Franchement, je n’ai aucun problème avec ça, c’est une évolution naturelle des choses. C’est pour ça que le rap est aussi excitant, c’est une culture qui est dans son temps, qui s’inspire et qui bouscule. Pour le coup, c’est très hip-hop comme démarche. Je comprends que la transformation de cette musique fasse qu’un jeune qui rappe n’a pas à valider les piliers du hip-hop comme un truc sacré. Pas besoin d’avoir commencé en tournant sur la tête au Trocadéro ou devant l’Opéra à Lyon pour être légitime. On est en 2021, faut pas faire genre qu’être à fond dans le DJing, le breakdance ou le graff, c’est nécessaire pour avoir le droit de rapper. Ce n’est pas parce que tu t’intéresses pas forcément à ça que c’est rédhibitoire, et ce n’est pas parce que tu ne t’y intéresses pas que tu ne vas pas amener ta pierre à l’édifice. Le rap est en évolution permanente, parfois même tu es surpris. Tu vois Synaptik, un rappeur palestinien qui est très porche de nous, il est un peu plus jeune et je le trouve hyper impressionnant. Le gars a fait des études de médecine, c’est un érudit. Il a découvert le rap avec Drake, mais il est totalement en avance sur les 3/4 des rappeurs français en terme de musicalité. Il influence vraiment sa scène et la place du rap au Moyen-Orient. Chacun porte en soi la transmission d’un certain patrimoine hip-hop. 
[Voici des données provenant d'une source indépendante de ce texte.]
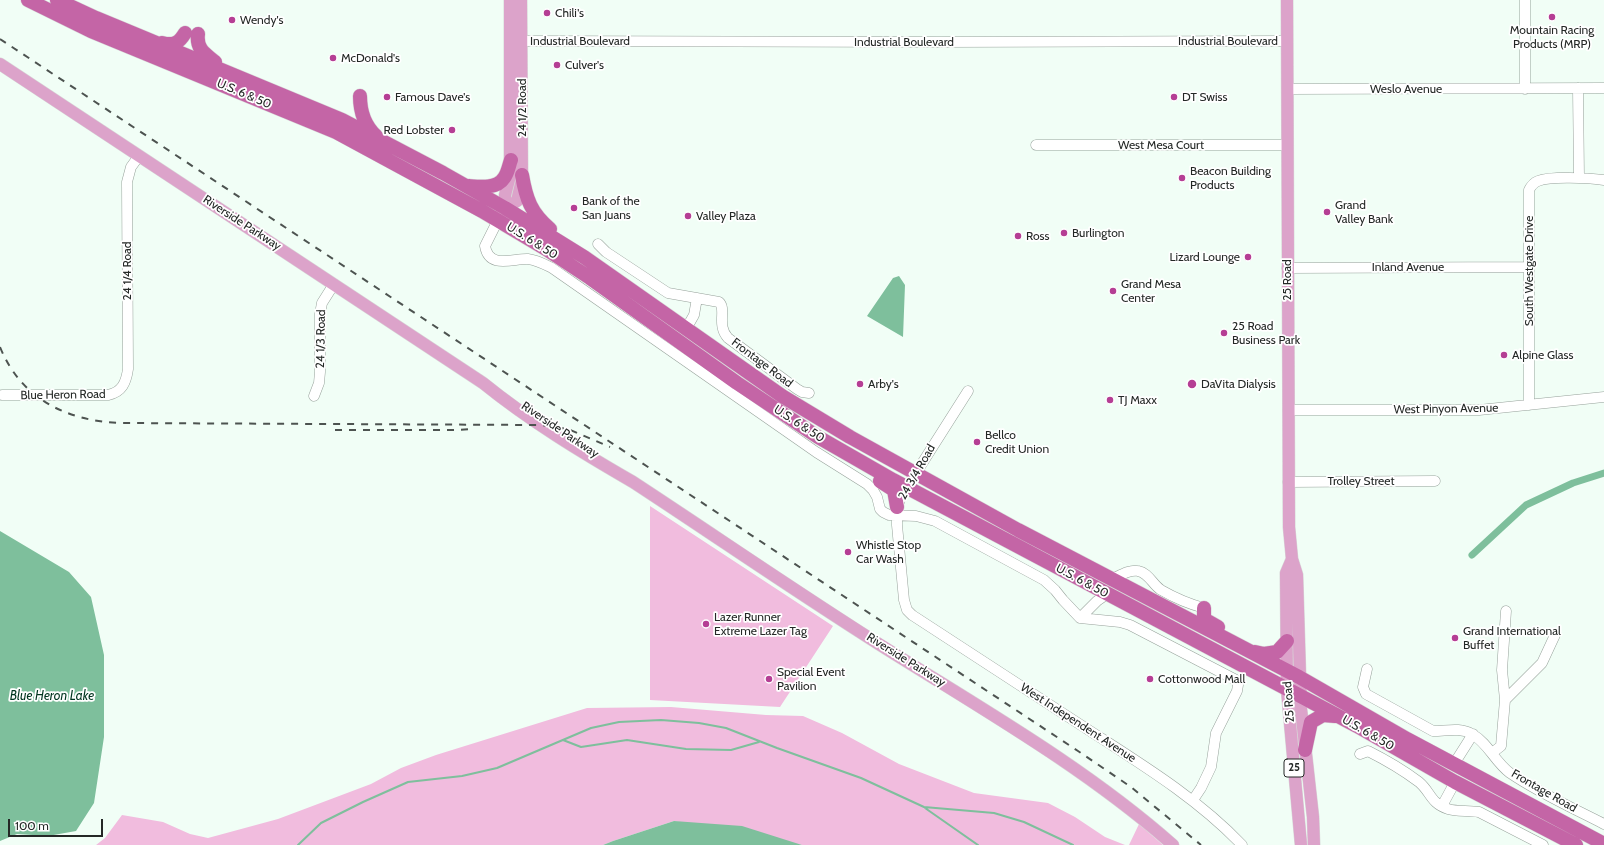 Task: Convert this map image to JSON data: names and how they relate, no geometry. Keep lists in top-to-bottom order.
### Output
{
  "streets": {
    "highway": ["U.S. 6 & 50"],
    "main road": [
      "24 1/2 Road",
      "Riverside Parkway",
      "25 Road",
      "25"
    ],
    "street": [
      "Industrial Boulevard",
      "Weslo Avenue",
      "West Mesa Court",
      "Inland Avenue",
      "24 1/4 Road",
      "South Westgate Drive",
      "24 1/3 Road",
      "Frontage Road",
      "Blue Heron Road",
      "West Pinyon Avenue",
      "24 3/4 Road",
      "Trolley Street",
      "West Independent Avenue"
    ]
  },
  "crossings": [
    ["Industrial Boulevard", "24 1/2 Road"],
    ["Industrial Boulevard", "25 Road"],
    ["Weslo Avenue", "25 Road"],
    ["U.S. 6 & 50", "24 1/2 Road"],
    ["U.S. 6 & 50", "25 Road"],
    ["U.S. 6 & 50", "24 3/4 Road"],
    ["West Mesa Court", "25 Road"],
    ["Riverside Parkway", "24 1/4 Road"],
    ["Riverside Parkway", "24 1/3 Road"],
    ["Inland Avenue", "South Westgate Drive"],
    ["Inland Avenue", "25 Road"],
    ["24 1/4 Road", "Blue Heron Road"],
    ["South Westgate Drive", "West Pinyon Avenue"],
    ["25 Road", "West Pinyon Avenue"],
    ["25 Road", "Trolley Street"],
    ["24 3/4 Road", "West Independent Avenue"]
  ],
  "water": ["Blue Heron Lake"],
  "places": [
    "Chili's",
    "Mountain Racing Products (MRP)",
    "Wendy's",
    "McDonald's",
    "Culver's",
    "Famous Dave's",
    "DT Swiss",
    "Red Lobster",
    "Beacon Building Products",
    "Bank of the San Juans",
    "Grand Valley Bank",
    "Valley Plaza",
    "Burlington",
    "Ross",
    "Lizard Lounge",
    "Grand Mesa Center",
    "25 Road Business Park",
    "Alpine Glass",
    "Arby's",
    "DaVita Dialysis",
    "TJ Maxx",
    "Bellco Credit Union",
    "Whistle Stop Car Wash",
    "Lazer Runner Extreme Lazer Tag",
    "Grand International Buffet",
    "Special Event Pavilion",
    "Cottonwood Mall"
  ],
  "scale_bar": "100 m"
} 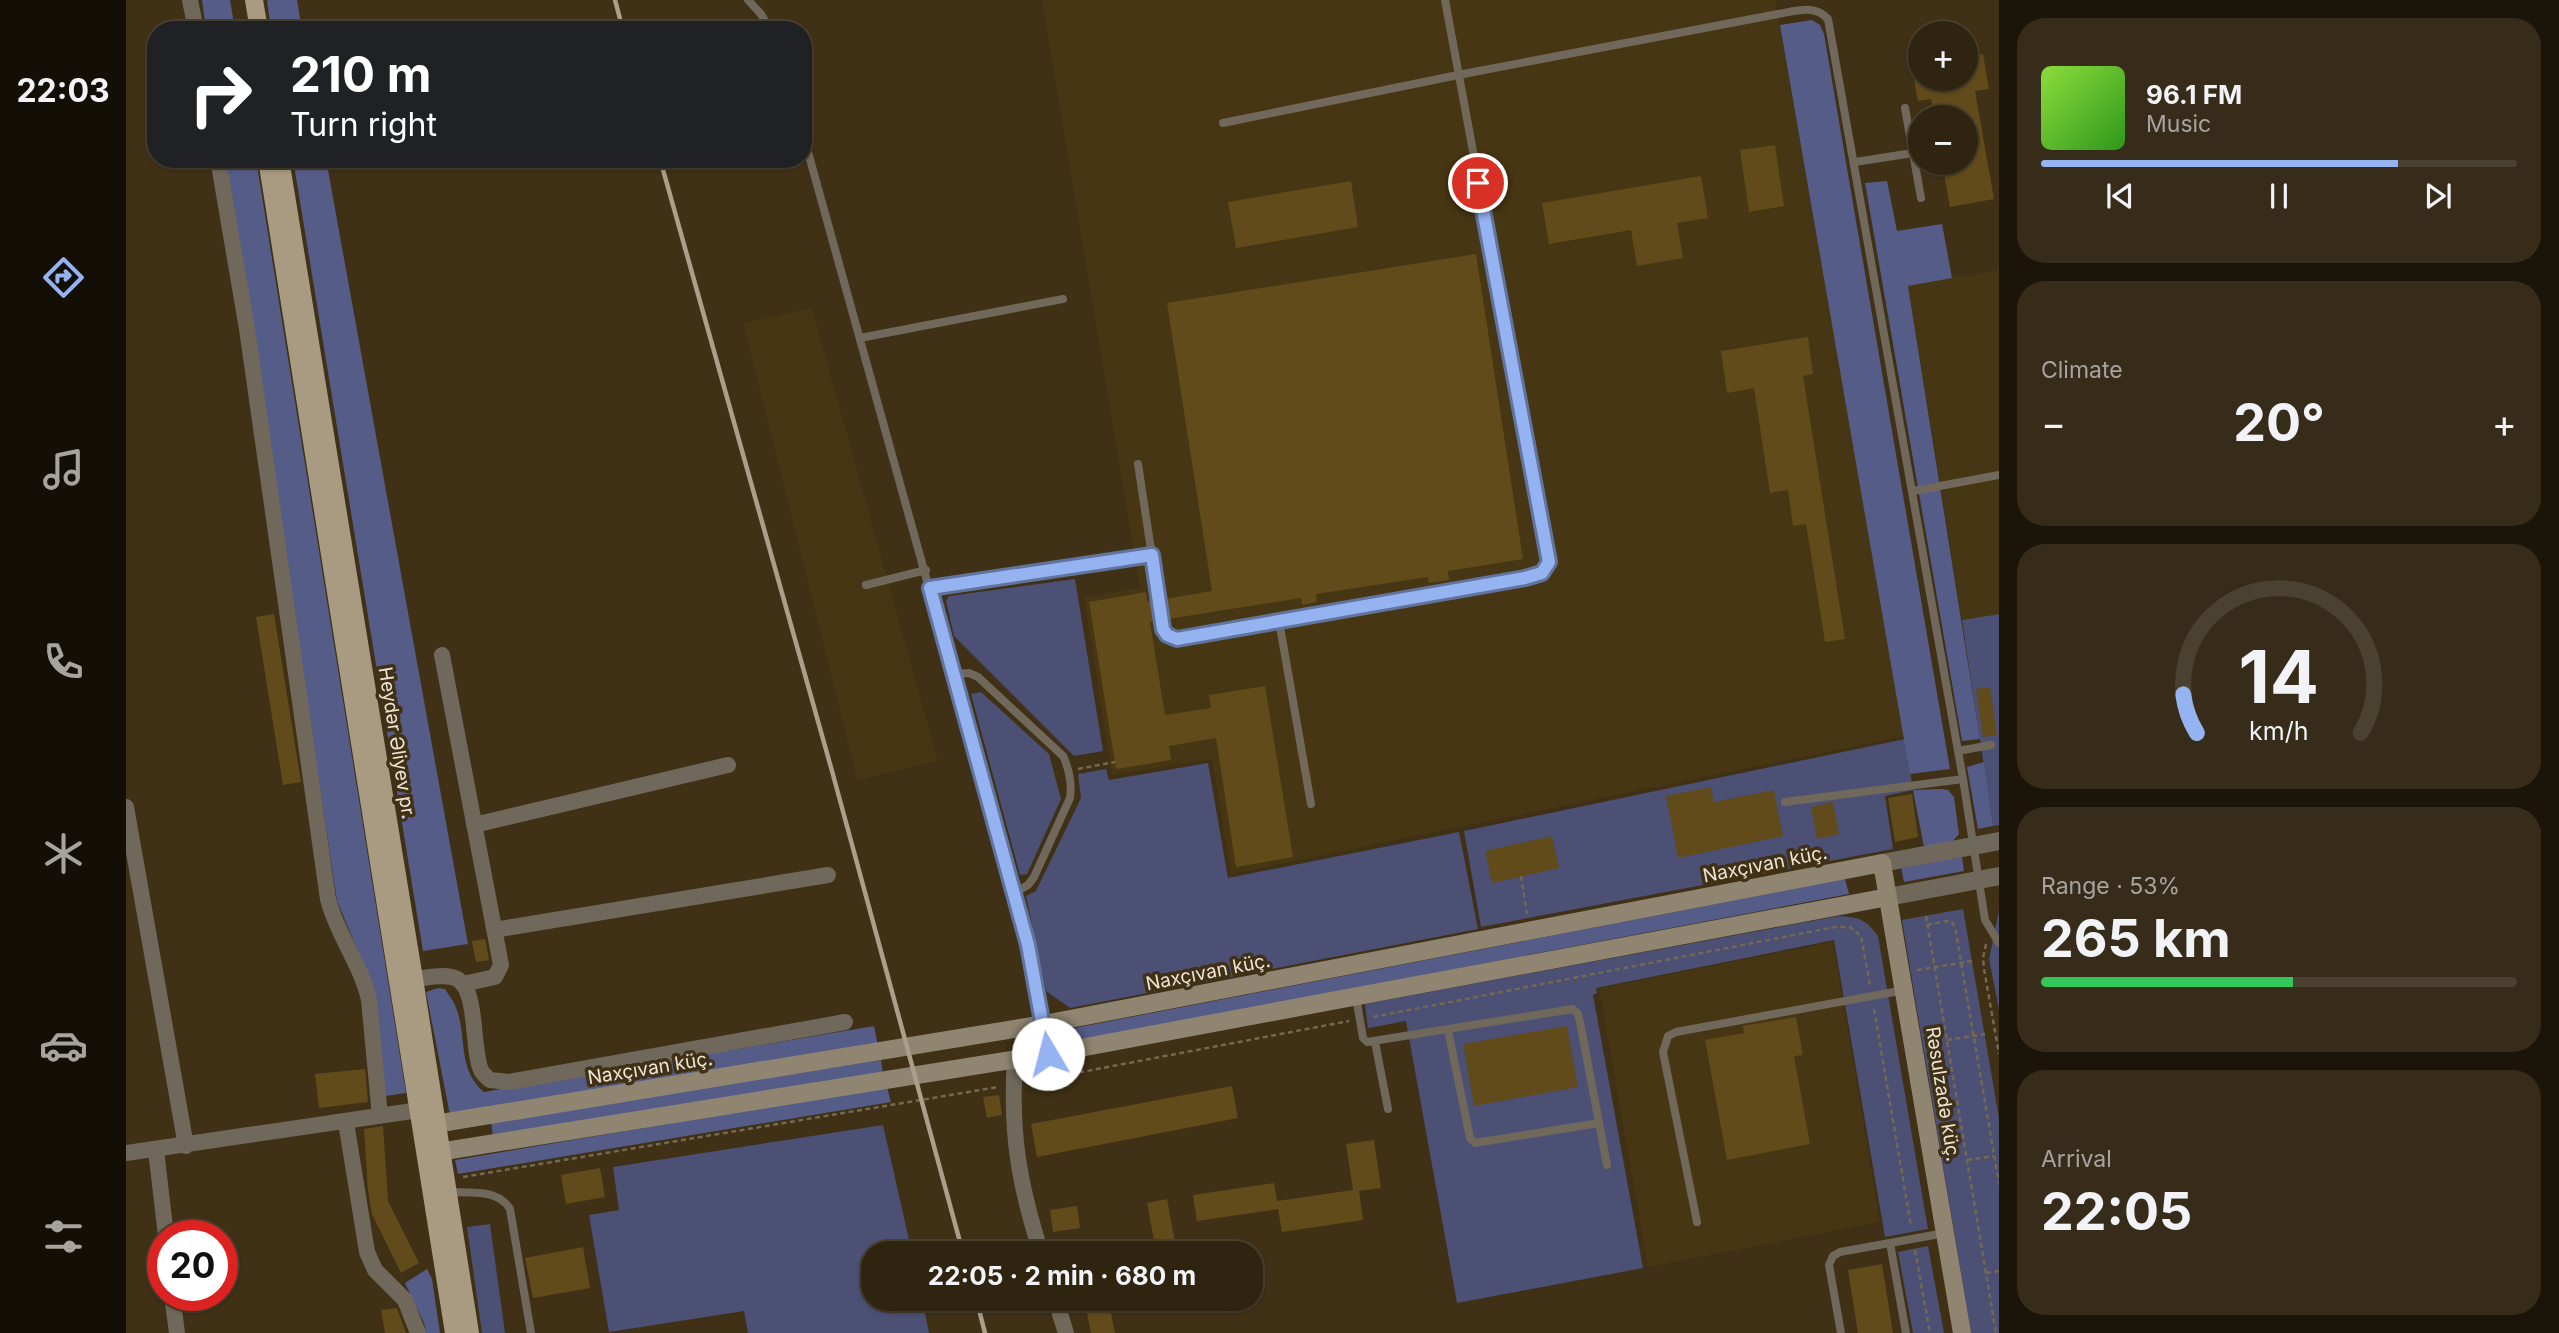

iHH : Pour parler de ton actu, tu as sorti le morceau “Opération Shawarma” le 22 janvier. Comme tu en as l’habitude, tu glisses un message dénonciateur sous un air déconneur. C’était quoi que tu voulais transmettre avec ce morceau ? 

Je n’ai pas énormément réfléchi, mais ça fait un moment que les histoires de “grand remplacement”, de suprémacisme blanc m’inquiètent et m’intéressent d’un point de vue presque sociologique. Il faut qu’on soit vigilants à ces tendances d’extrême droite qui s’insèrent durablement dans notre société. Après, je ne suis pas du genre à faire des trucs très premier degré, ce serait juste nul. Ça m’est venu à l’idée de mettre ça sous forme humoristique, avec le titre aussi, qui rappelle les comédies d’espionnage à la “OSS 117“. 

iHH : Tu penses que c’est important, quand on rappe, de dénoncer ? 

Pour moi, on n’est pas obligé, le rap ce n’est pas de la politique, même si le rap a un fondement social hyper important. Perso, je m’en fous que l’artiste dénonce. En revanche, je veux qu’on m’emmène dans un délire, qu’on me raconte une histoire. Un artiste qui fait que parler d’amour sans rien derrière mais qui a un propos puissant, je me laisse prendre. Par exemple, Hamza je kiffe ce qu’il fait, je le trouve hyper fort, je suis épaté par plein de ses sons. Et en même temps, le gars ne raconte rien, mais ça ne me dérange pas ! De la même manière d’autres rappeurs vont se forcer à passer un message et ça ne va pas marcher. 

Liqid par Kris & Nico (@krisandniko)

iHH : Quelles sont tes influences, actuelles ou de quand tu étais jeune ? 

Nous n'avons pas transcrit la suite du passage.